C'était aussi simple que ça.
J'avais beau aimer le chapeau,
on m'a dit que je n'étais pas Estonienne,
que ce chapeau est pour les petites
filles d'Estonie, pas de Lettonie.
Plus tard, alors que nous nous dispersions
sur plusieurs continents
quand on a fermé les camps
de réfugiés en Allemagne,
il y a eu de nombreuses histoires
tragiques, en tout cas, tristes,
de petites filles qui commençaient
l'école, aux États-Unis, par exemple,
à qui les mamans ont dit
que les petites filles modèles,
quand elles vont à l'école,
doivent porter des longues
tresses avec un ruban
et des robes avec des couleurs
pâles avec des poignets.
Quand elles entrent dans l'école,
elles sont choquées de constater
que tout le monde les montrent du doigt
et qu'elles sont complètement
différentes des autres filles.
Quand elles expliquent à leur mère que
les Américaines ne s'habillent pas ainsi,
leur mère réplique : « Mais tu n'es pas
américaine. Tu es lettone ! »
Les pauvres enfants ont alors le choix
de rester différentes et obéir à maman,
et rester au sein de
la communauté lettone,
ou de se rebeller
dès que leur âge le leur permet,
de tourner le dos à la société lettone
et à l'identité lettone,
et l'oublier aussi vite que possible.
J'ai essayé de passer ma vie
à tenter de convaincre
les jeunes d'origine lettone,
en commençant par mes propres enfants,
et de me convaincre en grandissant,
puisque j'ai grandi à l'étranger,
et pas dans mon pays natal,
qu'il y a une troisième forme d'identité,
qui serait une identité choisie librement.

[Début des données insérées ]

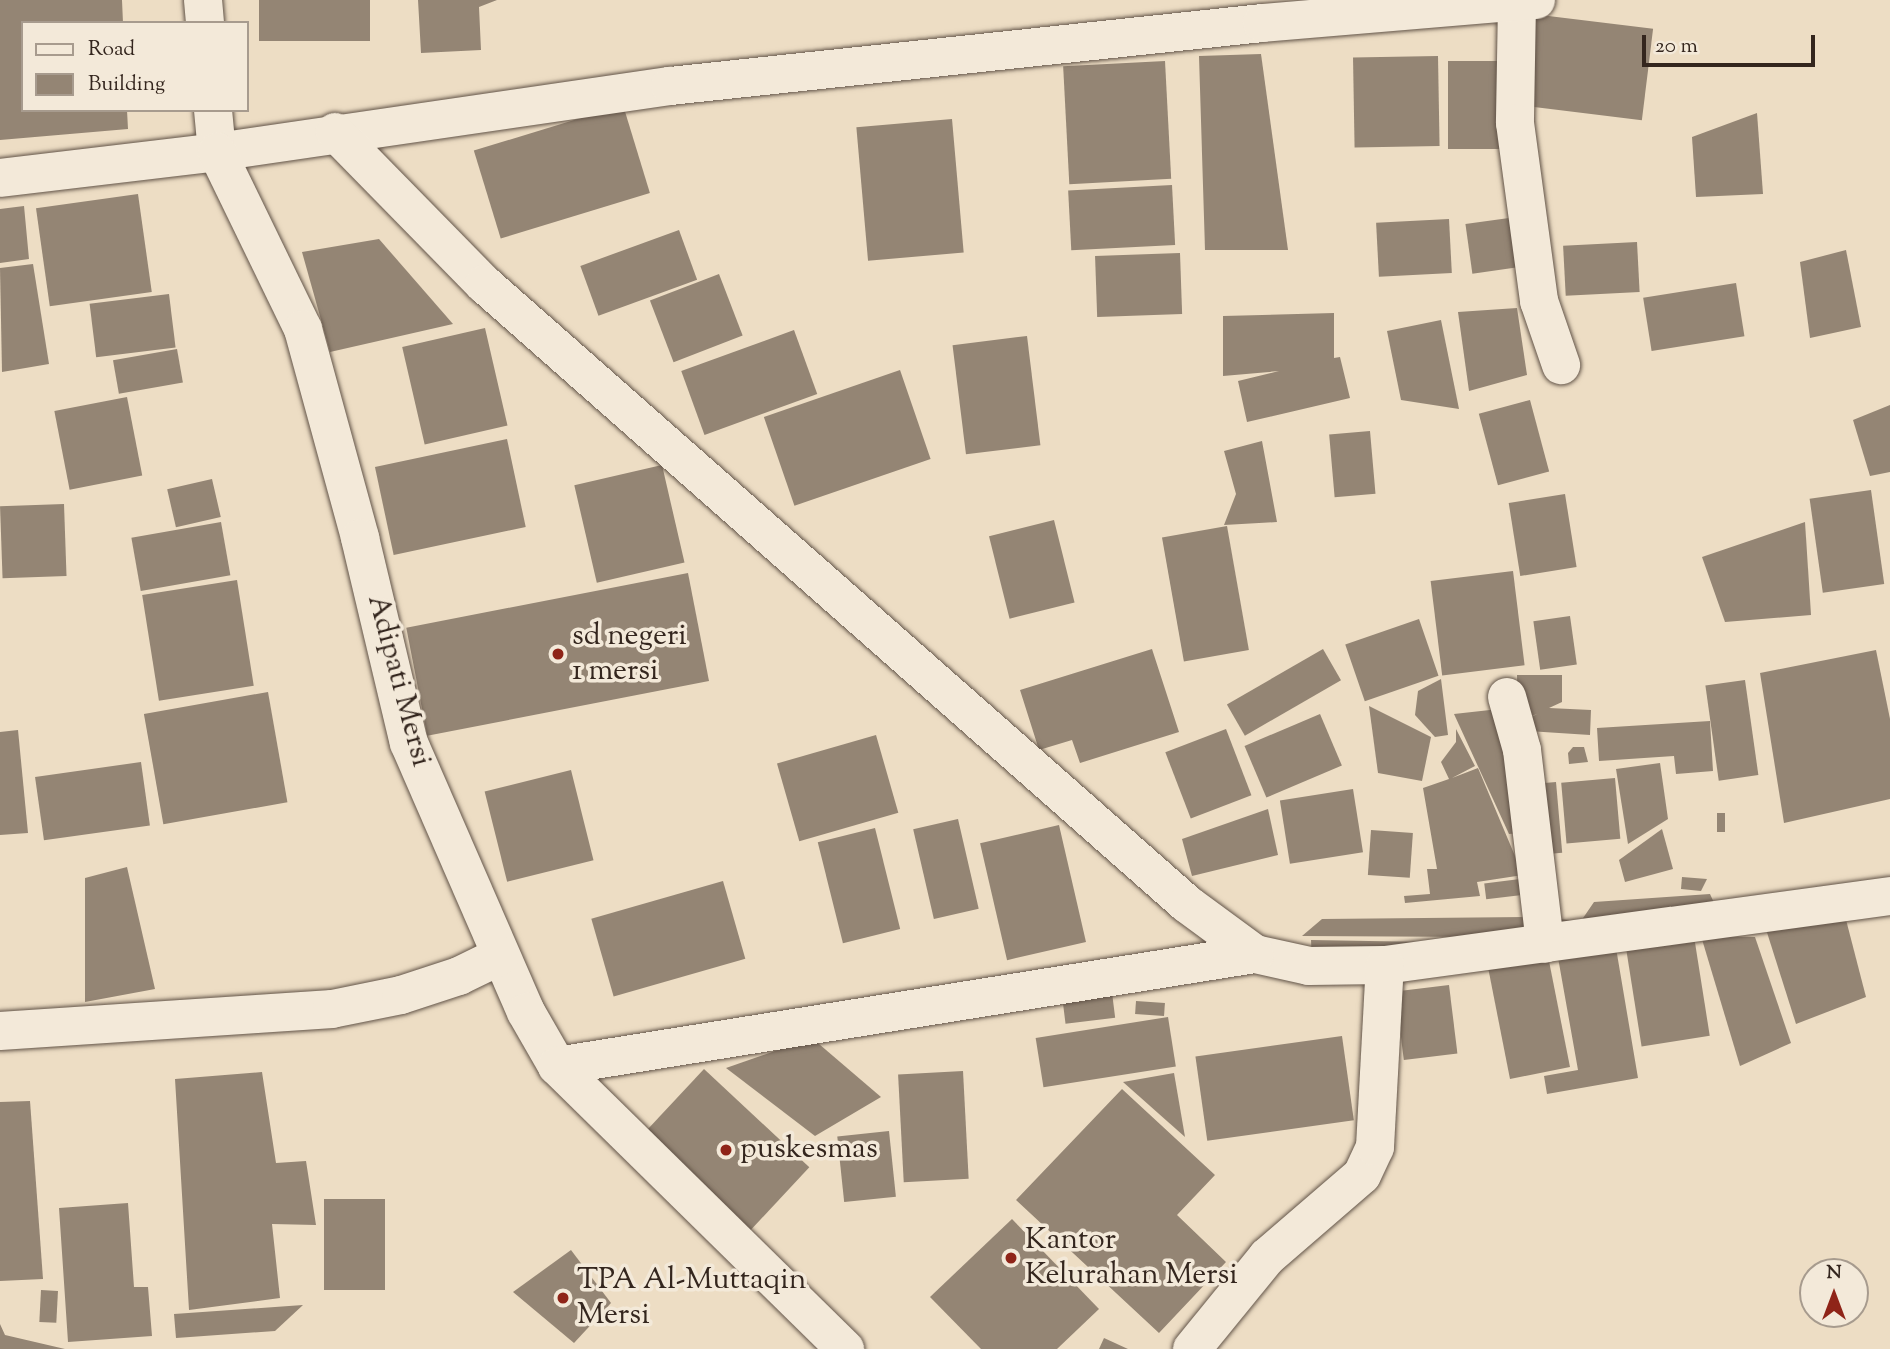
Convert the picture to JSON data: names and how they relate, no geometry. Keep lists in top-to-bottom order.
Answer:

C'est celle où on comprend
que l'appartenance à un groupe,
fût-il ethnique,
culturel ou linguistique,
ou ce que vous voulez,
mais son influence est la suivante :
ça vous ouvre des portes
qui resteraient fermées autrement.
Qu'apprendre la langue lettone,
que pratiquement très peu
de personnes parlent au monde,
ce serait plus utile d'apprendre
le chinois, sans aucun doute,
pour votre identité
et votre sentiment de bien-être,
pour rendre vos racines accessibles,
pour le sentiment d'appartenance qui naît
de l'appartenance à une communauté
au sein de laquelle on a des droits
de par notre naissance,
cette identité est une chose
irremplaçable.
Vous devenez un nouveau Canadien,
vous êtes un citoyen américain naturalisé,
vous pouvez voyager dans beaucoup
de pays et vivre bien,
épouser une personne locale,
et vous intégrer.
J'ai rencontré de nombreux
Lettons qui m'ont dit :
« J'ai épousé une Américaine.
Je suis tombé amoureux d'elle,
mais elle n'aimait pas que je passe
du temps avec des Lettons,
ou à des événements lettons.
Elle voulait que je leur tourne le dos.
J'ai pensé qu'elle tournait
le dos à mon identité.
Elle renie ce que je suis. »
Mais ce n'est pas si aisé
de définir ce que je suis.
Une des choses qui je pense définit
qui je suis au sens ethnique,
est naturellement l'héritage culturel
dont font partie la connaissance
de la langue, de l'histoire,
dans notre cas, du folklore,
puisqu'il s'agit d'une part importante
de notre héritage.
Voilà les richesses disponibles
à ceux qui ouvrent la porte
de l'appartenance à la nation lettone,
librement, et sans
que ce choix ne leur ait été imposé.
Étant différent des autres,
c'est facile de s'intégrer.
Quand on est letton,
et qu'on s'intègre souplement
dans tous ces grands pays,
personne ne verra à votre apparence
que vous êtes letton ou d'origine lettone.
Mais on peut cultiver,
et c'est ce dont j'essaie de convaincre
les jeunes que j'ai rencontrés
dans divers pays,
on peut cultiver
dans notre jardin secret
l'identité lettone qui nous appartient,
et nous serions plus qu'heureux
de le partager avec le reste du monde,
si nous pouvions l'aider à dépasser
la barrière linguistique
et s'il pouvait avoir un aperçu
de ce que ça offre comme avantage.
Dans mon cas, j'ai fait cela aussi.
À mon niveau, j'ai apporté ma contribution
en termes de publications
académiques et de livres
sur l'héritage et l'identité lettons,
en particulier sur ce qui rend
nos chants folkloriques
si particuliers, si spéciaux,
ce qui mérite notre intérêt,
et notre analyse.
Ça a permis de les faire reconnaître
comme patrimoine immatériel
par l'UNESCO il y a quelques années.
Pour ceux et celles qui restent encore
en Lettonie quelques semaines,
je vous recommande de participer
au festival des chants lettons,
de le regarder à la télévision
ou en vidéo.
On remarque dans le festival
des chants lettons
un élément qui incarne
la tradition de chanter,
devenue un pilier de l'identité lettone
depuis de nombreux siècles,
avant même que la Lettonie
ne devienne une nation.
Au 19ème siècle,
quand les Lettons étaient encore
une classe opprimée de la société,
ils ont commencé à chanter
dans des chœurs.
Quand les chœurs se rassemblaient
pour organiser des festival de chants,
les participants ont compris
qu'une sœur était née à Riga,
et l'autre à Valmiera,
mais qu'elles chantaient la même chanson.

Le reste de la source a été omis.